(1.) This is an appeal by the plaintiff Niranka Sashi Roy against an order of the lower Appellate Court passed under Section 4 of the Partition Act.
(2.) The facts of the case are that the plaintiff as a purchaser from a co-sharer of the defendant brought a suit for partition of several plots of land one of which was the homestead of the defendant. The Trial Court dismissed the suit on the finding that the plaintiff and his vendor had failed to prove their title to the lands in suit. On appeal the learned Subordinate Judge held that the plaintiff had succeeded in establishing his title and ordered that the partition should be made. Thereupon a preliminary decree for partition was passed by the Court of Appeal below on the 28 January 1922. On the 18 April 1922 the respondent presented an application before the Court of Appeal below purporting to be one for a review of its judgment praying that an order may be passed under Section 4 of the Partition Act of 1893 enabling the defendant-respondent to purchase the share in the homestead from the plaintiff. In the lands in suit the share of the plaintiff was 8-annas and that of the defendant Swarga Nath Banerjee the remaining 8-annas. The learned Subordinate Judge considered the matter and allowed the defendant's prayer and ordered that the "respondent be permitted to purchase the share of the appellant in the homestead land on payment of the valuation of the share to be found by the lower Court". It appears that before this application was made the record had gone down to the Trial Court and certain steps were taken towards the appointment of a Commissioner for partition. Against the order passed by the lower Appellate Court this appeal has been preferred by the plaintiff, and the order of the lower Appellate Court has been assailed on two grounds, first that there was no sufficient ground in law for the review of the judgment and the lower Appellate Court has acted illegally in granting the review and passing the order above referred to; and secondly the case as having gone back to the Trial Court the Court of first appeal had lost its seisin of the case and, therefore, had no jurisdiction to pass the order under the Partition Act.

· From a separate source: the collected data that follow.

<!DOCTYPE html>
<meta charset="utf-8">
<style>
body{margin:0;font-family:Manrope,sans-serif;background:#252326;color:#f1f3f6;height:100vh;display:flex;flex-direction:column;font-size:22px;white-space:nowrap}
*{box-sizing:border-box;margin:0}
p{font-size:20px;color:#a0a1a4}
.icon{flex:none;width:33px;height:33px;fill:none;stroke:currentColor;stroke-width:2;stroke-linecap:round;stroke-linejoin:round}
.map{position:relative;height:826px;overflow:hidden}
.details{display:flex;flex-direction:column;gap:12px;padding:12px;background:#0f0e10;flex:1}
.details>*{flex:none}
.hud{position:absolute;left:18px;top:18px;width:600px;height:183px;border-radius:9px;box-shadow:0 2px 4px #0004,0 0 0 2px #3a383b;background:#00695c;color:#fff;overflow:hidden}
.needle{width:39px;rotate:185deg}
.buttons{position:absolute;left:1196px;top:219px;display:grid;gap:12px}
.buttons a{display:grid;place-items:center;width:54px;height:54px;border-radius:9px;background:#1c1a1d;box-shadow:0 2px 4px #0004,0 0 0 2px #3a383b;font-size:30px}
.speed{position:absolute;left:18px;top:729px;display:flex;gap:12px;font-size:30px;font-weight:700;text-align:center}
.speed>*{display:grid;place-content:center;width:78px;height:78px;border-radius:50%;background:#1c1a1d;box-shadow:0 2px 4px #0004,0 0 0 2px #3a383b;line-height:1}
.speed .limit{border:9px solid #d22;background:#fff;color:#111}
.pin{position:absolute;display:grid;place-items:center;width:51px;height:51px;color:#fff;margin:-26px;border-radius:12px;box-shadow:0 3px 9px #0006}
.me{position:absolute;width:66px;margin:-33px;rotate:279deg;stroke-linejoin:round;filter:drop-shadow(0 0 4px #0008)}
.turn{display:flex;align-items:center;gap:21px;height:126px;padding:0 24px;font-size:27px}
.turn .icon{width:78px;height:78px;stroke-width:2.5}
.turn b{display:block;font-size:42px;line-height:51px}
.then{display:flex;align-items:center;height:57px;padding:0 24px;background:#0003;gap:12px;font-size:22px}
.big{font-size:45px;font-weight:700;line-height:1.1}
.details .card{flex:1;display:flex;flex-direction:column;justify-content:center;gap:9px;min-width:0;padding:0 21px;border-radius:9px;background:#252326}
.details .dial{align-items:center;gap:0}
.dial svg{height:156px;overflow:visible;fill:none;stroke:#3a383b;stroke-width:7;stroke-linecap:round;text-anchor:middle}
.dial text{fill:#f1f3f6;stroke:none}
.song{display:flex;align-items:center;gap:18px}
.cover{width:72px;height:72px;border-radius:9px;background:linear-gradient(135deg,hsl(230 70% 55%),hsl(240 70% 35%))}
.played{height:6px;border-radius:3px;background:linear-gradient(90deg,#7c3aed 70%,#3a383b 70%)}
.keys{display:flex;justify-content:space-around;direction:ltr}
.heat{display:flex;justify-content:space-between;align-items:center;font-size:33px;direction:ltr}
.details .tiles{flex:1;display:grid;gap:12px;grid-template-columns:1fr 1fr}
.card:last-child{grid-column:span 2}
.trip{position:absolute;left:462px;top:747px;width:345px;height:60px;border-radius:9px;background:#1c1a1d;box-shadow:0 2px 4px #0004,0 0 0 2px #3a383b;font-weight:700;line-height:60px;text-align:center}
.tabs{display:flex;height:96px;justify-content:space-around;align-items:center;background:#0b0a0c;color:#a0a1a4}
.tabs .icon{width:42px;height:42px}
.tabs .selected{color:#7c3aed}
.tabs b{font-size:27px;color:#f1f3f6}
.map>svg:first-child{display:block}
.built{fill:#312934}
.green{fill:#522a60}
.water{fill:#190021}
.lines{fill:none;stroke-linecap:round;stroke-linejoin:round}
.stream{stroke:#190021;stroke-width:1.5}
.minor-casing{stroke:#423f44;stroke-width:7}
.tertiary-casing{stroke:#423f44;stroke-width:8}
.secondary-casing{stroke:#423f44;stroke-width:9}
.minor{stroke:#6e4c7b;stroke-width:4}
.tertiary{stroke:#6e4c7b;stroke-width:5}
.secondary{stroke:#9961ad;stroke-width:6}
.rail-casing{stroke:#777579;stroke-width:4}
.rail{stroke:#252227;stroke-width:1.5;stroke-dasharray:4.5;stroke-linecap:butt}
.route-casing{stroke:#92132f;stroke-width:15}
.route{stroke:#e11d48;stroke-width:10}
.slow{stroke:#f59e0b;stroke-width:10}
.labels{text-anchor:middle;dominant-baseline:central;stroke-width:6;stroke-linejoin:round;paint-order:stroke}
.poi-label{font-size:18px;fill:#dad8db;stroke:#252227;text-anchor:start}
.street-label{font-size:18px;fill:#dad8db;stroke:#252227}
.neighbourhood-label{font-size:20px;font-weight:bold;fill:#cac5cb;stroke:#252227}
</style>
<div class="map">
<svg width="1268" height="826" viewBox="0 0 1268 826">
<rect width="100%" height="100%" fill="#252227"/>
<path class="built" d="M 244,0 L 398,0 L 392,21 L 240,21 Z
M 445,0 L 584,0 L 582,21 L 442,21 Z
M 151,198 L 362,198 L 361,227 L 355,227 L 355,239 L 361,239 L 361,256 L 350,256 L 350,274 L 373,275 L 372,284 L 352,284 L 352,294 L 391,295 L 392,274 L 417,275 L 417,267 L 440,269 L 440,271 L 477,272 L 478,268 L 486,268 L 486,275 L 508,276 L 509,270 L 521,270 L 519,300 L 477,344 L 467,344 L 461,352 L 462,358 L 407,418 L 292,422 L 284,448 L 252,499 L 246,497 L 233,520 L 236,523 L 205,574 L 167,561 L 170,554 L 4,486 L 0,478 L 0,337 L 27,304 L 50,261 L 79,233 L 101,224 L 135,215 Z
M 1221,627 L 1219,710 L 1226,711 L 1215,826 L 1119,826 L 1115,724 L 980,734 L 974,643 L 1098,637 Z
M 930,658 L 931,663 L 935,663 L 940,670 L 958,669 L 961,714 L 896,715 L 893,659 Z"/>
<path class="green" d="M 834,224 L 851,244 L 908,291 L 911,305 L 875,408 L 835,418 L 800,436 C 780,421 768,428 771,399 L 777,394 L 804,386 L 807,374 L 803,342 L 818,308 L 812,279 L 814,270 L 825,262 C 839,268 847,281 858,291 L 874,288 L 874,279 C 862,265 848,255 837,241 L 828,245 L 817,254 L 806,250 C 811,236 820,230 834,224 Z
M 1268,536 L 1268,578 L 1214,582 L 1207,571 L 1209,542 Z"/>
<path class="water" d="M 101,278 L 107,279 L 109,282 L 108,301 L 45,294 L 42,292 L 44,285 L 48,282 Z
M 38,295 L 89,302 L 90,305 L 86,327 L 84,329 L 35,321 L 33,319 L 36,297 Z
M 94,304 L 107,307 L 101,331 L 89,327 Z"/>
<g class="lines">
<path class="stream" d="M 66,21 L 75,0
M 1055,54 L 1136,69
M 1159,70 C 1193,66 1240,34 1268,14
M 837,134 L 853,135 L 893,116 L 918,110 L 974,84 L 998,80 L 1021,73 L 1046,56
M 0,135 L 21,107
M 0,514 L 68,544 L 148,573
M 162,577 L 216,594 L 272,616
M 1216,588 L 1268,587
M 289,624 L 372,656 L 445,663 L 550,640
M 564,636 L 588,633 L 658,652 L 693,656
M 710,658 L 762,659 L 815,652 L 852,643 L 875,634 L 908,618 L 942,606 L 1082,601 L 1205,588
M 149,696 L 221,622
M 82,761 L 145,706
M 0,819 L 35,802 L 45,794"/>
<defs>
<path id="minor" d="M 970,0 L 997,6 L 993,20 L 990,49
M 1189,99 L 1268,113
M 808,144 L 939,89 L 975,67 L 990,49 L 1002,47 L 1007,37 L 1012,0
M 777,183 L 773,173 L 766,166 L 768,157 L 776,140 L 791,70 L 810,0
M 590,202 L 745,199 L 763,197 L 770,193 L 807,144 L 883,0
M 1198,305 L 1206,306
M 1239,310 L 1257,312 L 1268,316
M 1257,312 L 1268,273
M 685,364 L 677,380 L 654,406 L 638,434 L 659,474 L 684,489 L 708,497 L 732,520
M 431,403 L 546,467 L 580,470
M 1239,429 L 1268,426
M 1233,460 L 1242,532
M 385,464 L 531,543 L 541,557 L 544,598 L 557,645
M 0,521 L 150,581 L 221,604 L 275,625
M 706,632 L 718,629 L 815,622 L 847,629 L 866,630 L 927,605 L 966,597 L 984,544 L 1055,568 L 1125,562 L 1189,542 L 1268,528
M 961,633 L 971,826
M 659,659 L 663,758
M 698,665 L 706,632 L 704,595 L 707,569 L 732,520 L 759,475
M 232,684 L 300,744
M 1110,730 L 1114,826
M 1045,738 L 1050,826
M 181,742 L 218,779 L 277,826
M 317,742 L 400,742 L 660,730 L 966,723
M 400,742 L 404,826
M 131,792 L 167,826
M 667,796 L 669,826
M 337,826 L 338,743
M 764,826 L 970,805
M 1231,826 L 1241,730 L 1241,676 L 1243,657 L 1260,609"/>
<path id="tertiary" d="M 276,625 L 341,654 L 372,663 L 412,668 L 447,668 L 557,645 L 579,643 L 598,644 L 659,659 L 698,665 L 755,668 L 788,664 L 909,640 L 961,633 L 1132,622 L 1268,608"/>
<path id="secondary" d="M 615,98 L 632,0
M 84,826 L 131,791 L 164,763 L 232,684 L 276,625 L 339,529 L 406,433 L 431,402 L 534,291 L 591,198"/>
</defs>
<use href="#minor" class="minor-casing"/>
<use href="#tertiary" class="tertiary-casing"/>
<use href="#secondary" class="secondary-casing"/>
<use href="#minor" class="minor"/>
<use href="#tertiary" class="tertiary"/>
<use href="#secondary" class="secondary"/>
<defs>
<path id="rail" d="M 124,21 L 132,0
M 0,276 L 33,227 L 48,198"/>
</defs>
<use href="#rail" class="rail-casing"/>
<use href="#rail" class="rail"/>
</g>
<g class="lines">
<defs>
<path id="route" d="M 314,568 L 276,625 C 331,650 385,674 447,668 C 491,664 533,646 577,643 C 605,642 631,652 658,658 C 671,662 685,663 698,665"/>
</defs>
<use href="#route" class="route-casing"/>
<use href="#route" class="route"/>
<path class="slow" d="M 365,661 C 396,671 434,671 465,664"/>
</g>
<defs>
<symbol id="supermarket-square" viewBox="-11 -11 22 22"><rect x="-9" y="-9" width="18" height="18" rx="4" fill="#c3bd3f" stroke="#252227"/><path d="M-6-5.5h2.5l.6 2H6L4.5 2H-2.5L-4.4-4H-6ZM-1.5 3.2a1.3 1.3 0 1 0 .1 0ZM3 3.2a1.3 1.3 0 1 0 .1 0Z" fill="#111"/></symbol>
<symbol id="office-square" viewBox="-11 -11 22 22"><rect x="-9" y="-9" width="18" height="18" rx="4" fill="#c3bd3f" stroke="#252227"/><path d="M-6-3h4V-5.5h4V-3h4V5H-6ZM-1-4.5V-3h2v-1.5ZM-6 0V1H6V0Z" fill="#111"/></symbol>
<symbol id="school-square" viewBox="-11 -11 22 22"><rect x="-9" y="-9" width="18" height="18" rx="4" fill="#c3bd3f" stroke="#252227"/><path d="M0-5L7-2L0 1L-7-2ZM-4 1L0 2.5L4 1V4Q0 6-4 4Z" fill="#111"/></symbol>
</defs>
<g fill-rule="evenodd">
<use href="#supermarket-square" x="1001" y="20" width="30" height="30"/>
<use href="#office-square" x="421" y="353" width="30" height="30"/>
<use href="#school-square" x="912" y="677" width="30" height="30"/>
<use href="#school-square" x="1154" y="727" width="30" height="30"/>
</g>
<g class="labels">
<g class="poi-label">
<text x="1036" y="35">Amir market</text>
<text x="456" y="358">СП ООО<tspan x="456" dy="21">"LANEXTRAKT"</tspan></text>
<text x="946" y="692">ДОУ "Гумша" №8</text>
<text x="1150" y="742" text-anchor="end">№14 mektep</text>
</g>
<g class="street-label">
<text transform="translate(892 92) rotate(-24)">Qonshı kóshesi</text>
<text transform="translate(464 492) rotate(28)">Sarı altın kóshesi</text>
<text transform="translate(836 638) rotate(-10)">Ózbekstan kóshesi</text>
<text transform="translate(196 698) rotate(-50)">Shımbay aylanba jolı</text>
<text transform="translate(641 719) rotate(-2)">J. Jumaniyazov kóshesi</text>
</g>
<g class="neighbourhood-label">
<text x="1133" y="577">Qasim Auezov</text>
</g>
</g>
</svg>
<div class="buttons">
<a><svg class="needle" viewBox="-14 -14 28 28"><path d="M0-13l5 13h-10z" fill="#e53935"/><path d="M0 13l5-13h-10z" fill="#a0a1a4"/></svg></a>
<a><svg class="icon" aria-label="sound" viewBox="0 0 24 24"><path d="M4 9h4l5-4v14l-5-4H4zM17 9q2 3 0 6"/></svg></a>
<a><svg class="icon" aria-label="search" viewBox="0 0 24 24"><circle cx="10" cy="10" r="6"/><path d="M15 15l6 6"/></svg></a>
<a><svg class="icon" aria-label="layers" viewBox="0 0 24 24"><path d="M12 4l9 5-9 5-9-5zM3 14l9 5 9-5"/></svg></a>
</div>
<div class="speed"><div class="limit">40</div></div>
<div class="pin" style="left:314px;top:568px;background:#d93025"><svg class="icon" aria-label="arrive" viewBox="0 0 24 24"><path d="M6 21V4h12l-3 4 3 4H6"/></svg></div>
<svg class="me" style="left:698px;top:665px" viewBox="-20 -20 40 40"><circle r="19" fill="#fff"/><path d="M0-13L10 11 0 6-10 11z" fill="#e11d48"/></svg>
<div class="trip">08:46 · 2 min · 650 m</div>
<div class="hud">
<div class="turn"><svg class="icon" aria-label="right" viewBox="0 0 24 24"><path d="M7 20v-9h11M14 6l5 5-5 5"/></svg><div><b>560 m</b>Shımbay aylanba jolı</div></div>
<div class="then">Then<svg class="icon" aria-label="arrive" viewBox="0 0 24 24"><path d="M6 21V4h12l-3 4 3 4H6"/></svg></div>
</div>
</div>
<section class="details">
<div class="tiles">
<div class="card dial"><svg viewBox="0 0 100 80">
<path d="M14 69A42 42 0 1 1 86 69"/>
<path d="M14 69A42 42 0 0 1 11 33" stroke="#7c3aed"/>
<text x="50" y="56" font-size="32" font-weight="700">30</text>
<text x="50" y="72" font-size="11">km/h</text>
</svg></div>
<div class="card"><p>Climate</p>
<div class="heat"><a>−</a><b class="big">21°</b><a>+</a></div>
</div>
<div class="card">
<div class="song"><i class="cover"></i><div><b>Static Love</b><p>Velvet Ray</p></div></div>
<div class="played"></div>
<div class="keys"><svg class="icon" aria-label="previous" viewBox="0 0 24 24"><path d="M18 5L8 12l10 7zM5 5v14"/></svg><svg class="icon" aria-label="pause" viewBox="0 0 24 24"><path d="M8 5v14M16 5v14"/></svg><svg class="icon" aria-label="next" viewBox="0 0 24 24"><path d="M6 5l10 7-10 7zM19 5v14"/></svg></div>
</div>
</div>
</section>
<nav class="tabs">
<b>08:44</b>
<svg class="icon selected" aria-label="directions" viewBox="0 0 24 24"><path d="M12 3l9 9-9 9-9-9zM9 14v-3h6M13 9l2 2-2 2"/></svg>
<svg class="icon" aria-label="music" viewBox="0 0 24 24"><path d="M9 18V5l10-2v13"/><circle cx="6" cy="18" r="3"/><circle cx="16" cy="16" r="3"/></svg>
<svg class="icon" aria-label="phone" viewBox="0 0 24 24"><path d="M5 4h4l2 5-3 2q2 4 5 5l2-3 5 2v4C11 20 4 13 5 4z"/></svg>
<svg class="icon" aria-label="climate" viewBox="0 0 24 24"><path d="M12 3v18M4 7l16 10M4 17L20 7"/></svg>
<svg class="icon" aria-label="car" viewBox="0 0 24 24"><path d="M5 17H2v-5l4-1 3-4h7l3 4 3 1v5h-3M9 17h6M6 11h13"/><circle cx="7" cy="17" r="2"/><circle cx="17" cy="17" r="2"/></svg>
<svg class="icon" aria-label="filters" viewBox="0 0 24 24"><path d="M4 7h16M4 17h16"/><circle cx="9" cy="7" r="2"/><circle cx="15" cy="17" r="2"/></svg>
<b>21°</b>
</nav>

(3.) With regard to the first ground we do not feel called upon to express an opinion as to the regularity or otherwise of the proceedings in review taken before the lower Appellate Court. Admitting that these proceedings were irregular we do not think that there is any substance in the objection of the appellant to induce us to interfere with the order passed by the Court below. Section 4 of the Partition Act as have been held in Khirode Chandra Ghosal V/s. Saroda Prasad 7 Ind. Cas. 436 : 12 C.L.J. 525 requires the presence of 3 conditions before the Court can take action under it: first, that the dwelling house should belong to an undivided family: secondly, that a share thereof should have been transferred to a person who is not a member of such family, and thirdly, that the transferee should sue for partition. All these three requisites exist in the present case. The section directs that if any member of the family being a share-holder undertakes to buy the share of a transferee who is a person not being a member of such undivided family the Court shall direct the sale of such share to such share- holder. It seems to us that the operation of Section 4 of the Partition Act comes into play after the Court has found that the stranger transferee is entitled to partition. In fact no order can be passed under the Partition Act before the Court has found that such a transferee has succeeded in establishing his claim for a partition of the undivided homestead. The provisions of Section 4, therefore, seem to us to be separate and distinct from the decree in the suit. It may be said that it really follows the decree establishing the plaintiff's claim to partition. In our judgment, therefore, though the lower Appellate Court may not be correct in treating the defendant's application as an application for a review of its judgment which it undoubtedly purported to be, that Court had jurisdiction to pass the order under Section 4 even after the passing of the decree.